BEGIN DATA EXTRACTS
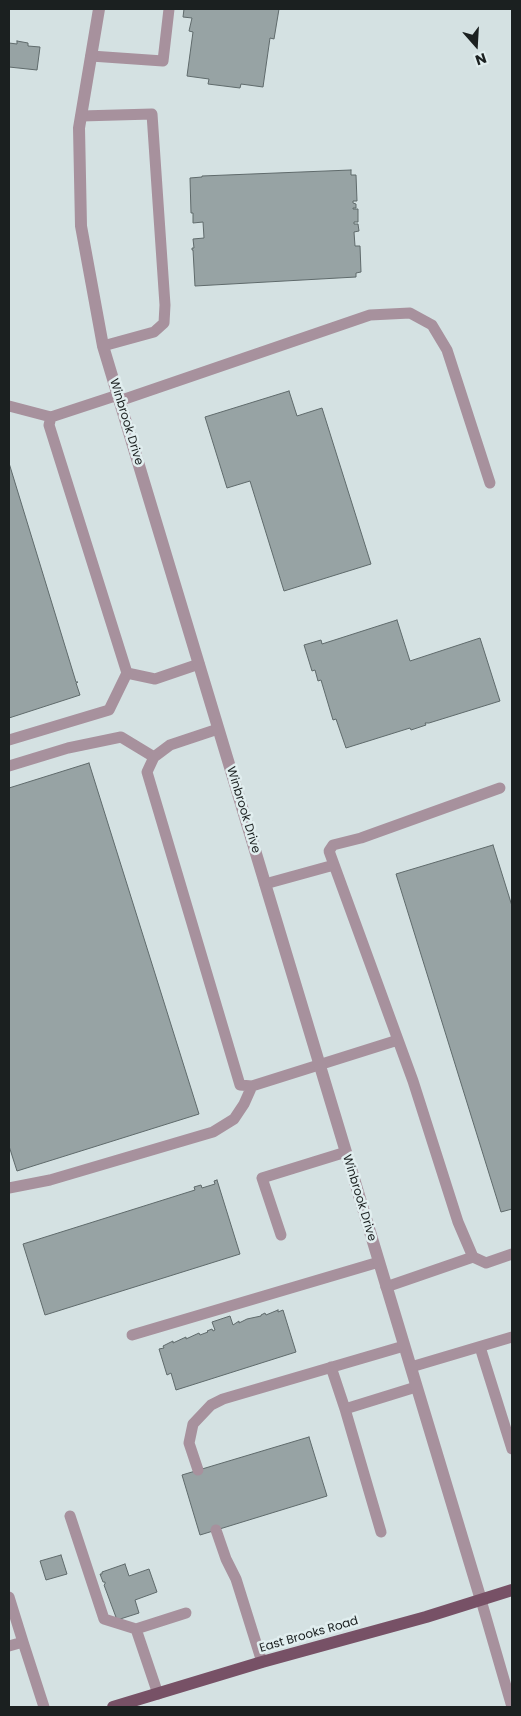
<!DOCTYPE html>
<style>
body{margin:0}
#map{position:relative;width:521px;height:1716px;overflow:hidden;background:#d4e1e2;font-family:Poppins,sans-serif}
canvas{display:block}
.frame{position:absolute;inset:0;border:10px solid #1b2020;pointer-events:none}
.north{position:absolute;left:451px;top:20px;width:50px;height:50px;-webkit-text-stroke:4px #e1eeef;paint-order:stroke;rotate:161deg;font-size:14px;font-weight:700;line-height:20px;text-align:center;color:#1b2020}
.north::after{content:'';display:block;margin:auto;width:18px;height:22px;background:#1b2020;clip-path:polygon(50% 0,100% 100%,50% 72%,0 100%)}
</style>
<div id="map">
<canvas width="521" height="1716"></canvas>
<div class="frame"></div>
<div class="north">N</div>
</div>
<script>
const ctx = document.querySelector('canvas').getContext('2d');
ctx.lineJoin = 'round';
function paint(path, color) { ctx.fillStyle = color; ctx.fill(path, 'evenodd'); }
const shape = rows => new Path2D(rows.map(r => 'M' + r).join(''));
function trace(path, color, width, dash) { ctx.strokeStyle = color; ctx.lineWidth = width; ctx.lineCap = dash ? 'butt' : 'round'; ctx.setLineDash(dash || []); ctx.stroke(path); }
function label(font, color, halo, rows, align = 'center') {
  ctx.font = font + ' Poppins,sans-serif'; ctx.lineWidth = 5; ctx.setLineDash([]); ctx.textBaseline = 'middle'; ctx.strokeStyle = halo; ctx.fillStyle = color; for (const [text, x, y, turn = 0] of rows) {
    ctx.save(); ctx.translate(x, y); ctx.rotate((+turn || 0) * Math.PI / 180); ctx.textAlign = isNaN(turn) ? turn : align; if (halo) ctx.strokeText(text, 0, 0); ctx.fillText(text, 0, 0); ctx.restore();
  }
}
const building = shape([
 [184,9,279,9,274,39,270,38,263,87,241,84,240,88,208,84,209,79,187,76,193,32,189,31,192,18,183,17,184,9],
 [17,41,28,43,28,46,40,47,37,70,9,67,9,43,17,44,17,41],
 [351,170,351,175,356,175,357,201,353,201,353,203,356,204,356,208,353,208,353,209,358,209,358,222,354,222,354,224,358,224,359,231,354,232,355,246,360,246,361,272,356,273,356,277,195,286,193,250,192,250,192,248,194,248,193,239,204,238,203,222,193,223,193,213,191,213,190,178,202,177,202,176,351,170],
 [289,391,297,416,322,408,371,564,284,591,250,481,227,488,205,417,289,391],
 [9,463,76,682,78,682,76,683,80,695,9,718,9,463],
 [397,620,410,661,480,638,500,701,429,723,425,723,426,725,411,730,410,728,346,748,336,719,333,720,321,680,318,681,315,670,312,671,304,645,321,640,322,644,397,620],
 [89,763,199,1114,17,1171,9,1146,9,788,89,763],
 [493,845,512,906,512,1209,501,1212,396,874,493,845],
 [217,1180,240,1254,45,1315,23,1244,195,1190,194,1187,201,1185,202,1188,215,1184,214,1181,217,1180],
 [278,1310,278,1312,283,1310,296,1352,176,1390,171,1373,167,1375,159,1349,164,1348,163,1346,173,1341,173,1343,186,1337,186,1339,199,1333,200,1335,208,1332,207,1331,212,1329,213,1331,215,1330,212,1322,230,1316,233,1325,239,1321,239,1323,247,1319,261,1316,261,1315,265,1313,266,1315,278,1310],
 [309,1437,327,1496,200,1535,182,1475,309,1437],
 [61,1555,67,1574,46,1580,40,1561,61,1555],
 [125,1564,129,1576,149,1569,157,1592,135,1600,139,1613,117,1620,104,1585,105,1584,105,1582,103,1582,100,1574,102,1574,102,1572,125,1564]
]);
paint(building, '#97a3a4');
trace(building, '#5f6a6b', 1);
trace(shape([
 [91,56,163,61,169,9],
 [81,116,152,114,165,305,164,323,154,332,103,346],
 [118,395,51,417,49,425,127,673,155,679,199,664],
 [119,401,370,315,410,313,432,325,447,350,490,483],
 [9,406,51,417],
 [218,729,170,745,154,757,147,772,240,1085,252,1086,398,1040],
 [9,740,109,710,127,673],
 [9,766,68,748,121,737,154,757],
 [500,788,361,838,333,845,329,851,413,1081,458,1222,473,1257,486,1263,512,1254],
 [265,884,334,865],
 [9,1188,50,1180,213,1132,234,1119,244,1104,252,1086],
 [281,1235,262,1178,346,1152],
 [386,1287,473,1257],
 [132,1335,379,1262],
 [480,1347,512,1449],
 [331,1367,345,1409],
 [411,1367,512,1337],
 [198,1470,189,1443,193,1424,211,1405,223,1399,404,1346],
 [70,1516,104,1619,136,1629,158,1694],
 [216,1530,226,1559,236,1579,262,1662],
 [381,1532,345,1409,416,1387],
 [9,1597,23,1642],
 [481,1600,512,1707],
 [136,1629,186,1613],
 [9,1646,23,1642,44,1707]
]), '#a7919d', 11);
trace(shape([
 [99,9,79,128,81,226,103,346,481,1600]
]), '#a7919d', 12);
trace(shape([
 [113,1707,262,1662,426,1617,512,1590]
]), '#775166', 12);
label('12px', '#1b2020', '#e1eeef', [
 ["Winbrook Drive",126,422,73],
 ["Winbrook Drive",243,810,73],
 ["Winbrook Drive",359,1198,73],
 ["East Brooks Road",309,1635,-16]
]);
</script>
END DATA EXTRACTS
» WORK TASK
Pull out all lines of the data with the string "canvas".

» ANSWER SECTION
canvas{display:block}
<canvas width="521" height="1716"></canvas>
const ctx = document.querySelector('canvas').getContext('2d');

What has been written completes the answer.